» Work instruction
Copy the lines below exactly, starting with the first and finishing with the one holding "List all text"; do not copy the pictures.

Content starts

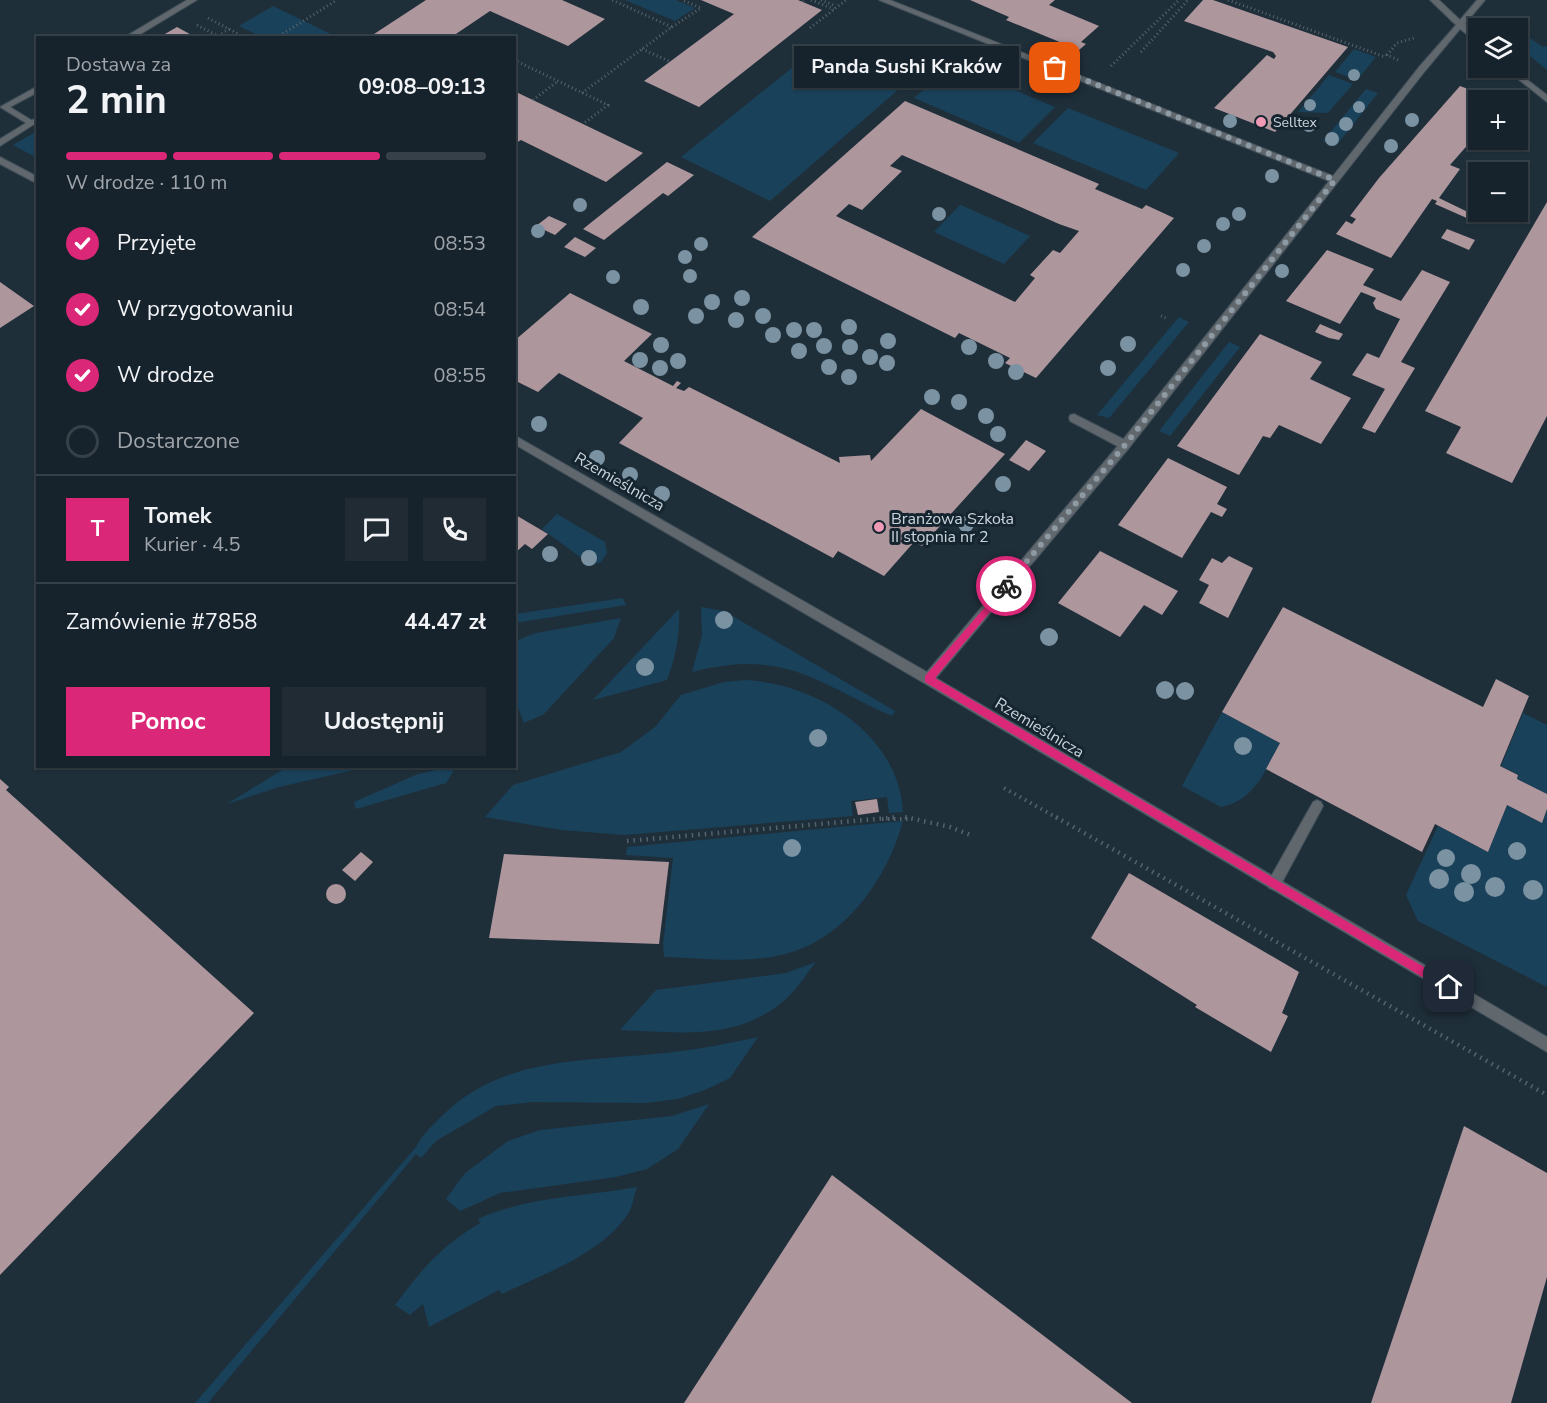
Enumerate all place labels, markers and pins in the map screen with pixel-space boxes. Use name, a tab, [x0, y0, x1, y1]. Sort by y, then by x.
pin	[1029, 42, 1080, 93]
callout: Panda Sushi Kraków	[794, 47, 1019, 89]
place label: Selltex	[1273, 113, 1317, 132]
marker: Selltex	[1254, 115, 1268, 129]
place label: Branżowa Szkoła II stopnia nr 2	[891, 508, 1014, 548]
marker: Branżowa Szkoła II stopnia nr 2	[872, 520, 886, 534]
pin	[1423, 961, 1474, 1012]

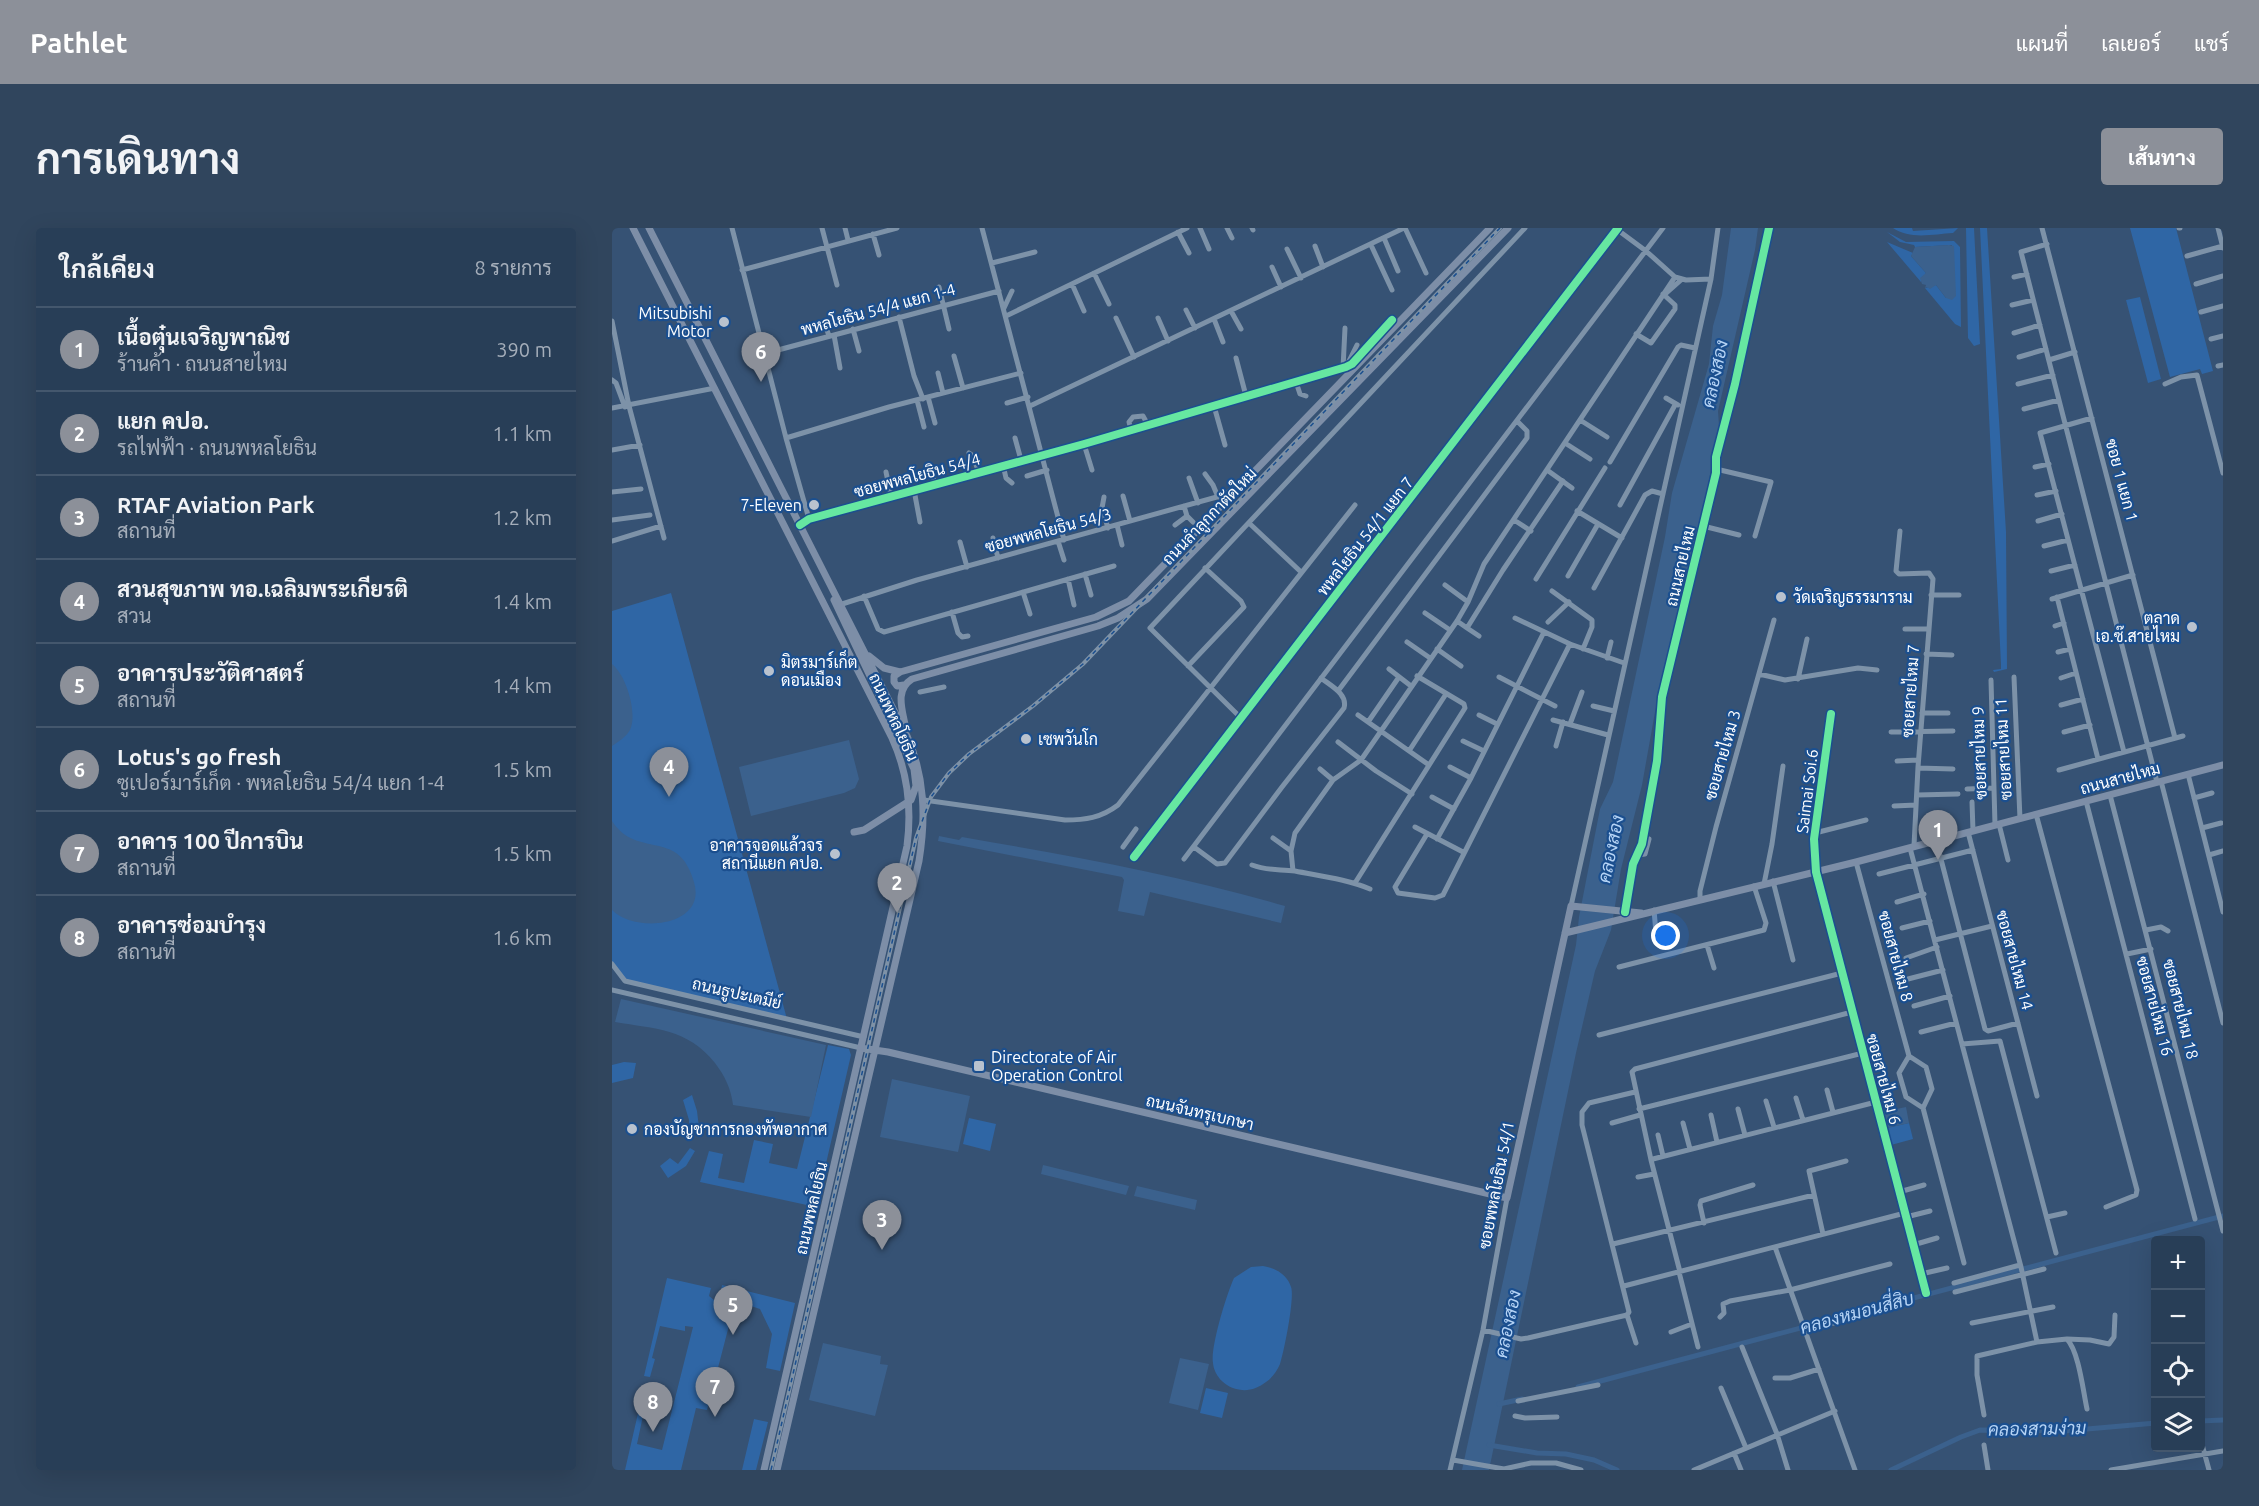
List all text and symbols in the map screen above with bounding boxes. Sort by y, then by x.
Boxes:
text: Pathlet [30,27,128,58]
text: แผนที่ [2016,31,2068,55]
text: เลเยอร์ [2101,31,2161,55]
text: แชร์ [2194,31,2229,55]
button: เส้นทาง [2101,128,2223,185]
text: การเดินทาง [36,135,240,182]
text: ใกล้เคียง [60,254,155,283]
text: 8 รายการ [474,256,552,279]
street label: พหลโยธิน 54/4 แยก 1-4 [798,278,957,338]
place label: Mitsubishi Motor [639,304,712,340]
marker: Mitsubishi Motor [717,315,731,329]
text: เนื้อตุ๋นเจริญพาณิช [117,324,290,349]
pin: 6 [742,332,780,382]
text: 1 [74,338,85,361]
text: 390 m [496,338,552,361]
water label: คลองสอง [1697,338,1731,410]
text: ร้านค้า · ถนนสายไหม [117,352,288,375]
text: แยก คปอ. [117,408,209,433]
text: 2 [74,422,85,445]
text: 1.1 km [493,422,552,445]
text: รถไฟฟ้า · ถนนพหลโยธิน [117,436,317,459]
street label: ซอย 1 แยก 1 [2102,437,2142,523]
street label: ซอยพหลโยธิน 54/4 [851,448,982,501]
street label: ถนนลำลูกกาตัดใหม่ [1157,463,1262,570]
street label: พหลโยธิน 54/1 แยก 7 [1311,472,1417,599]
text: RTAF Aviation Park [117,492,314,517]
place label: 7-Eleven [741,496,802,514]
marker: 7-Eleven [807,498,821,512]
street label: ซอยพหลโยธิน 54/3 [982,503,1113,556]
text: 3 [74,506,85,529]
text: 1.2 km [493,506,552,529]
text: สถานที่ [117,519,176,542]
street label: ถนนสายไหม [1660,524,1698,608]
text: สวนสุขภาพ ทอ.เฉลิมพระเกียรติ [117,576,408,601]
place label: วัดเจริญธรรมาราม [1793,587,1913,607]
text: 4 [74,590,85,613]
text: 1.4 km [493,590,552,613]
marker: วัดเจริญธรรมาราม [1774,590,1788,604]
text: สวน [117,604,152,627]
place label: ตลาด เอ.ซ๊.สายไหม [2095,609,2180,645]
marker: ตลาด เอ.ซ๊.สายไหม [2185,620,2199,634]
street label: ซอยสายไหม 7 [1896,644,1922,738]
place label: มิตรมาร์เก็ต ดอนเมือง [781,649,858,689]
text: อาคารประวัติศาสตร์ [117,660,304,685]
marker: มิตรมาร์เก็ต ดอนเมือง [762,664,776,678]
street label: ถนนพหลโยธิน [866,669,924,764]
text: 5 [74,674,85,697]
text: 1.4 km [493,674,552,697]
text: สถานที่ [117,688,176,711]
street label: ซอยสายไหม 11 [1989,697,2015,801]
street label: ซอยสายไหม 9 [1966,706,1990,800]
street label: ซอยสายไหม 3 [1699,707,1744,802]
place label: เซพวันโก [1038,728,1098,748]
marker: เซพวันโก [1019,732,1033,746]
text: Lotus's go fresh [117,744,281,769]
pin: 4 [650,748,688,797]
street label: Saimai Soi.6 [1793,748,1821,834]
street label: ถนนสายไหม [2077,757,2162,797]
text: 6 [74,758,85,781]
text: 1.5 km [493,758,552,781]
text: ซูเปอร์มาร์เก็ต · พหลโยธิน 54/4 แยก 1-4 [117,771,445,794]
pin: 1 [1918,810,1958,860]
water label: คลองสอง [1593,813,1627,885]
text: อาคาร 100 ปีการบิน [117,828,304,853]
place label: อาคารจอดแล้วจร สถานีแยก คปอ. [710,835,823,872]
text: 7 [74,842,85,865]
text: 1.5 km [493,842,552,865]
marker: อาคารจอดแล้วจร สถานีแยก คปอ. [828,847,842,861]
text: สถานที่ [117,856,176,879]
pin: 2 [878,864,916,913]
street label: ซอยสายไหม 8 [1875,908,1919,1004]
street label: ซอยสายไหม 14 [1993,908,2039,1012]
text: อาคารซ่อมบำรุง [117,912,266,937]
your location [1651,921,1680,950]
text: 8 [74,926,85,949]
text: 1.6 km [493,926,552,949]
text: สถานที่ [117,940,176,963]
street label: ซอยสายไหม 16 [2133,954,2179,1058]
street label: ซอยสายไหม 18 [2160,957,2204,1061]
street label: ถนนธูปะเตมีย์ [690,971,784,1015]
street label: ซอยสายไหม 6 [1863,1031,1907,1127]
place label: Directorate of Air Operation Control [991,1048,1122,1084]
marker: Directorate of Air Operation Control [972,1059,986,1073]
street label: ถนนจันทรุเบกษา [1144,1090,1256,1136]
place label: กองบัญชาการกองทัพอากาศ [644,1119,827,1139]
street label: ซอยพหลโยธิน 54/1 [1473,1119,1517,1251]
marker: กองบัญชาการกองทัพอากาศ [625,1122,639,1136]
street label: ถนนพหลโยธิน [790,1159,830,1256]
pin: 3 [862,1200,902,1250]
map controls [2151,1236,2205,1452]
button: + [2151,1236,2205,1290]
water label: คลองหมอนสี่สิบ [1796,1282,1916,1337]
pin: 5 [714,1286,752,1335]
water label: คลองสอง [1490,1288,1524,1360]
button: − [2151,1290,2205,1344]
button: locate [2151,1344,2205,1398]
pin: 7 [696,1368,734,1417]
pin: 8 [634,1382,672,1432]
button: layers [2151,1398,2205,1452]
water label: คลองสามง่าม [1988,1416,2086,1439]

Content ends

» Result for this task
Enumerate all place labels, markers and pins in the map screen with pixel-space boxes. Use name, a tab, [x0, y0, x1, y1]. Sort by y, then by x.
pin	[1029, 42, 1080, 93]
callout: Panda Sushi Kraków	[794, 47, 1019, 89]
place label: Selltex	[1273, 113, 1317, 132]
marker: Selltex	[1254, 115, 1268, 129]
place label: Branżowa Szkoła II stopnia nr 2	[891, 508, 1014, 548]
marker: Branżowa Szkoła II stopnia nr 2	[872, 520, 886, 534]
pin	[1423, 961, 1474, 1012]

List all text and symbols in the map screen above with bounding boxes. Sort by y, then by x.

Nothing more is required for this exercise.